A Year of Reading Dangerously: on tea, cakes and foreign fiction
Tea helps, and so does cake – and so definitely does having a cooker and inviting whole families, including granny, along. Running a world writing project is never without some fascinating findings.
For the last year Oxygen Books, publishers of the city-pick urban anthology series, has been co-ordinating an Arts Council-funded project, A Year of Reading Dangerously. Its aim: to promote world writing to a wider audience.
Working across outer London and Essex library authorities with a touring exhibition featuring writing from five continents, a website, and book group and author events (Ann Morgan, Moniza Alvi, Sander Jakobsen, Helen Dunmore), the project has taken world writing to places not often felt to be on the metropolitan literary circuit.
World writing in some of London’s poorest boroughs, surely not a recipe for success? Our Arts Council report won’t be available until April but here are some of our preliminary and we hope helpful observations:
* Library book groups are an often untapped way of promoting different types of writing. In Chelmsford – amazingly over 50 library groups – and Redbridge the libraries brought lots of book groups together. Readers love world writing and are fascinated by it but feel intimidated by an over-emphasis on prizes won and being called classics (the kind of things that might appeal to those in the ‘know’). Readers love ‘stories’ about world writing. Readers want world writing to be on the same level playing field as other types of writing and want to approach it in the same way.
* Libraries are keen to promote world writing, they have great stock and can easily order in other titles. It means that, unlike most bookshops, there’s both a range of world titles available, older and new. They can also order multiple copies of a book for book groups. Every authority we worked with ran some superb stock promotions around world writing.

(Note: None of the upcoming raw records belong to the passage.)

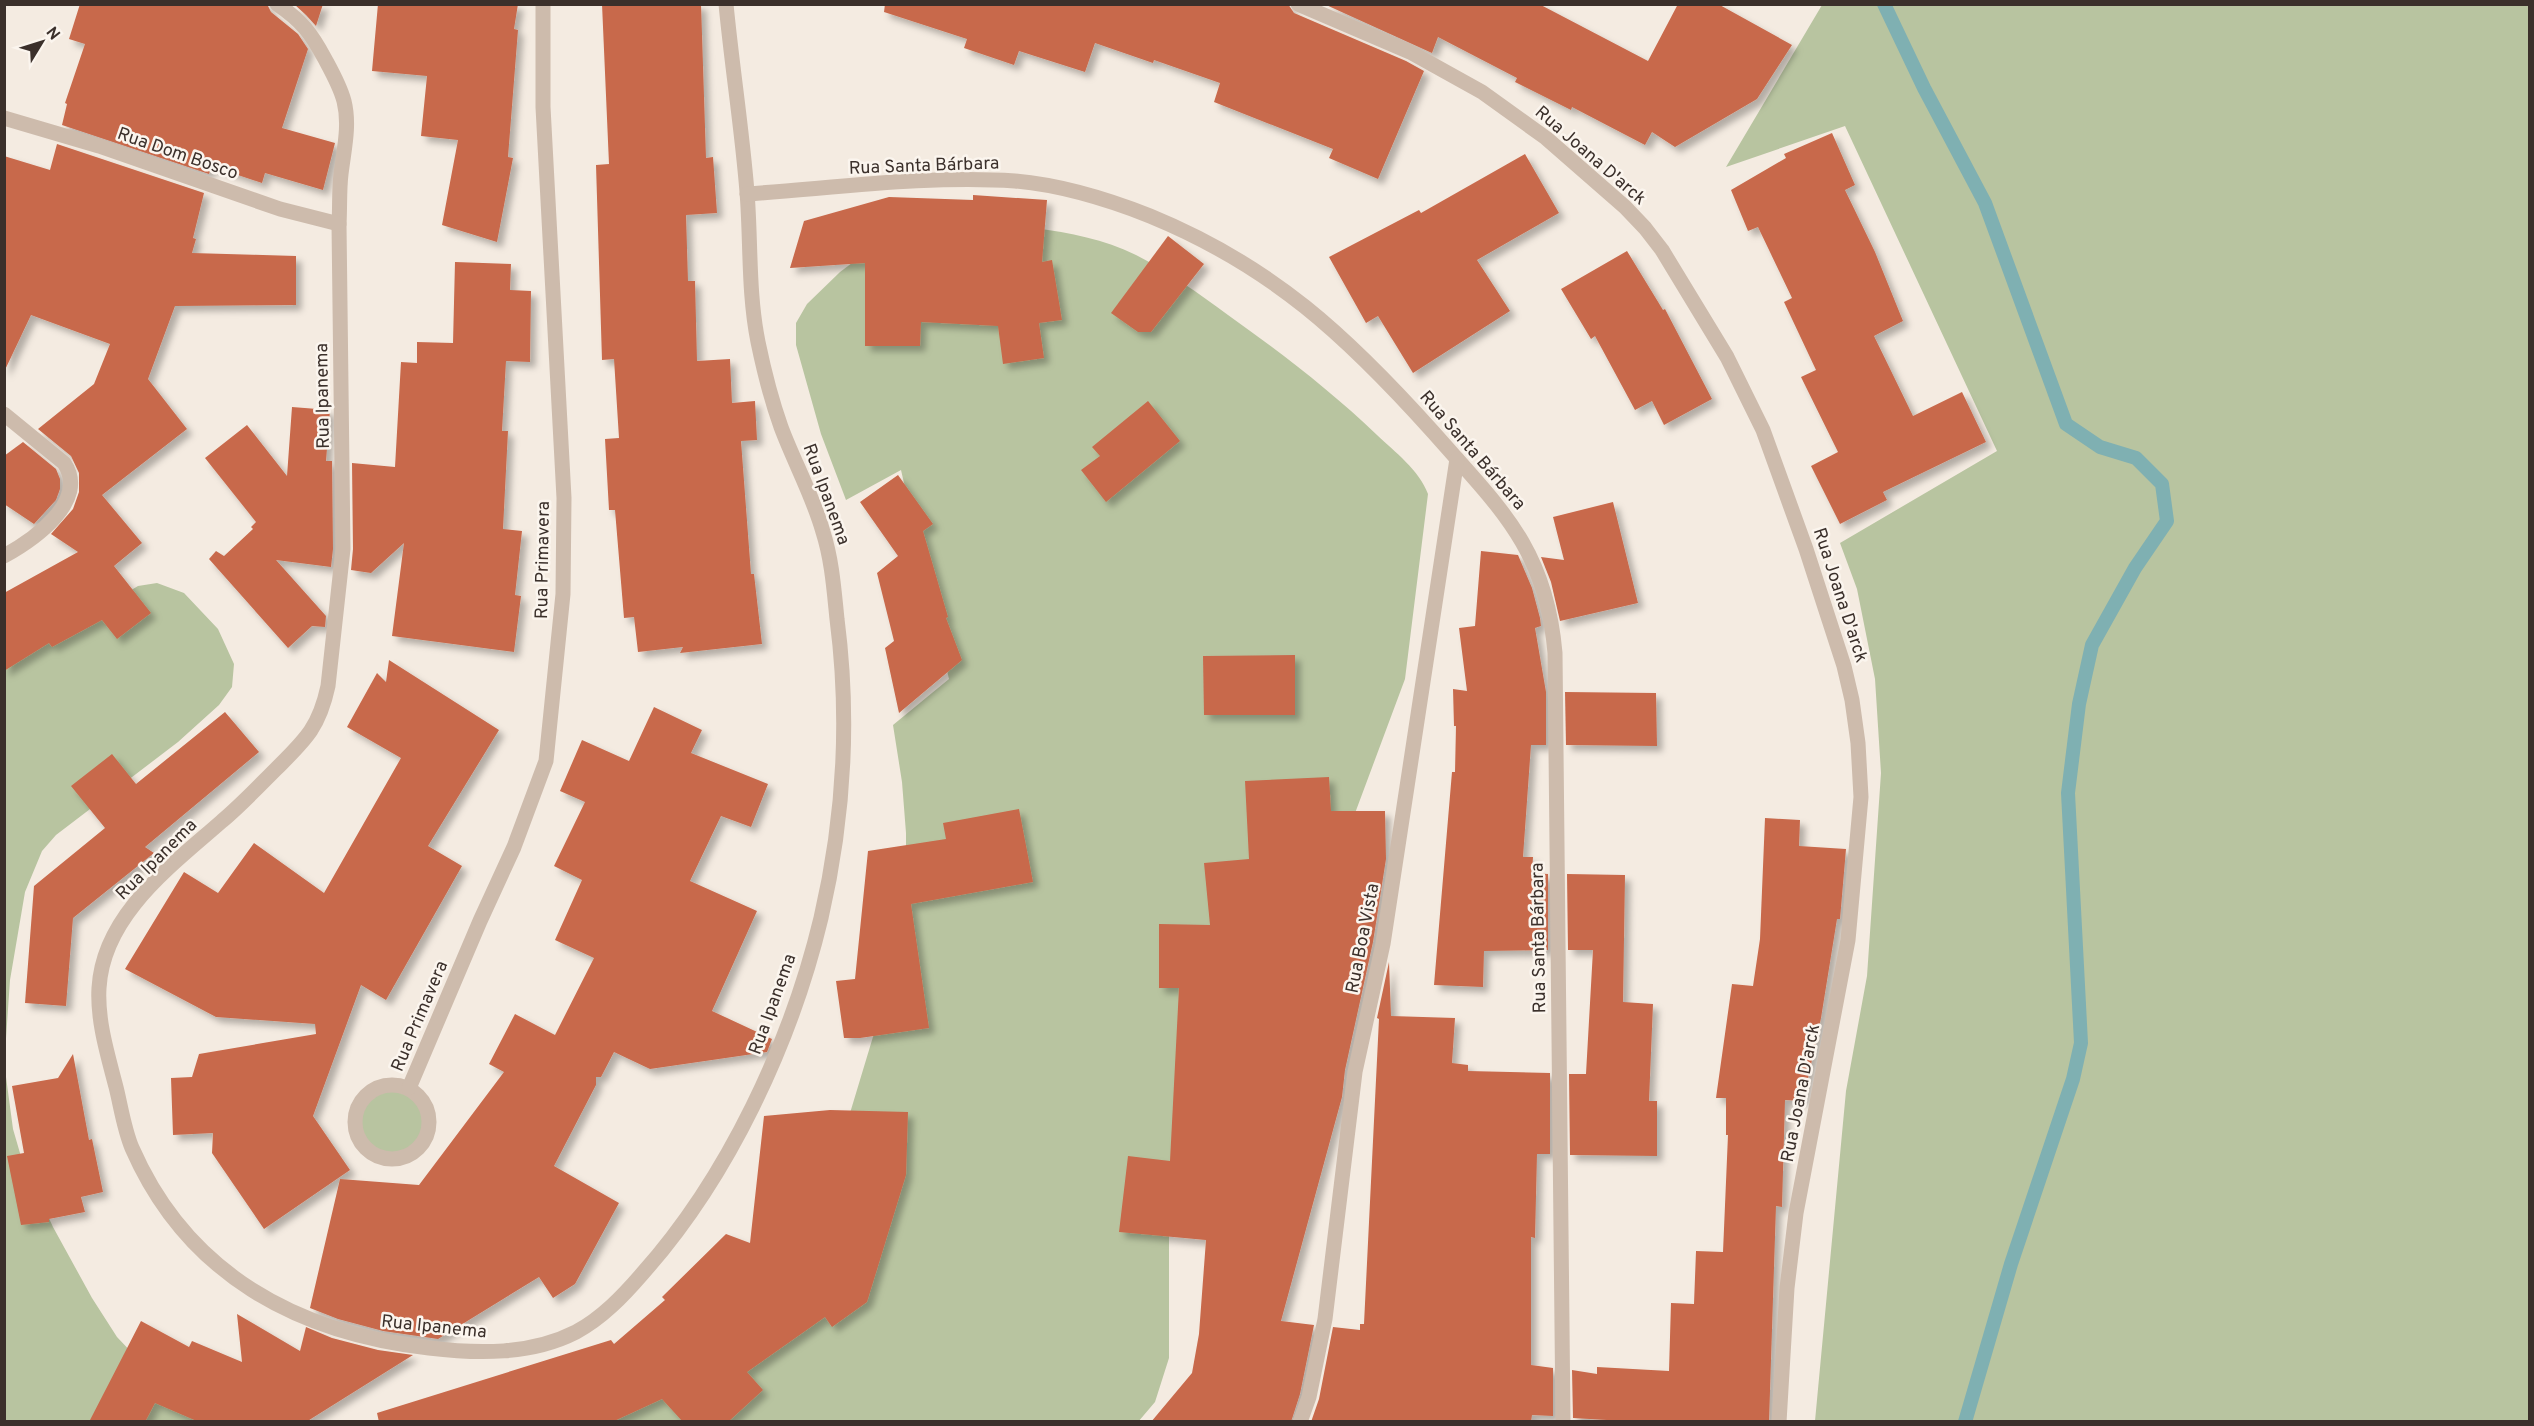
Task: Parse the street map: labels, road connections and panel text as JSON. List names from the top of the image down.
{
  "streets": {
    "street": [
      "Rua Dom Bosco",
      "Rua Joana D'arck",
      "Rua Santa Bárbara",
      "Rua Ipanema",
      "Rua Primavera",
      "Rua Boa Vista"
    ]
  },
  "crossings": [
    ["Rua Dom Bosco", "Rua Ipanema"],
    ["Rua Santa Bárbara", "Rua Ipanema"],
    ["Rua Santa Bárbara", "Rua Boa Vista"]
  ],
  "north": "top right"
}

* Now is a good time to approach libraries about world writing. Changes in library structures (ok, euphemism for cuts and closures) mean, not just that libraries have less funding but also less management hierarchy, which makes decision making easier all round. Nearly every library authority we approached said yes and we ended up having to turn some down.
* The writer doesn’t actually have to be a translated writer. Ann Morgan‘s Reading the World, about reading a book from every country in the world, attracted wide attention, as will Helen Dunmore appearing at our last and nearly sold-out event in March, discussing her Russian novels, her new novel (Russian theme) and her love of Russian writing. Using well-known names like these offer an excellent ‘way in’ to world writing.
* Being in the right place at the right time helps. Thanks to Barking Learning Centre our event with Anglo-Pakistani poet Moniza Alvi, reading from her work and discussing Asian poetry, attracted over a hundred people including many British Asian families (with children) who were able to make an evening of it complete with dinner.
* And tea and cakes (preferably with a foreign flavour) is of course essential with all world writing events.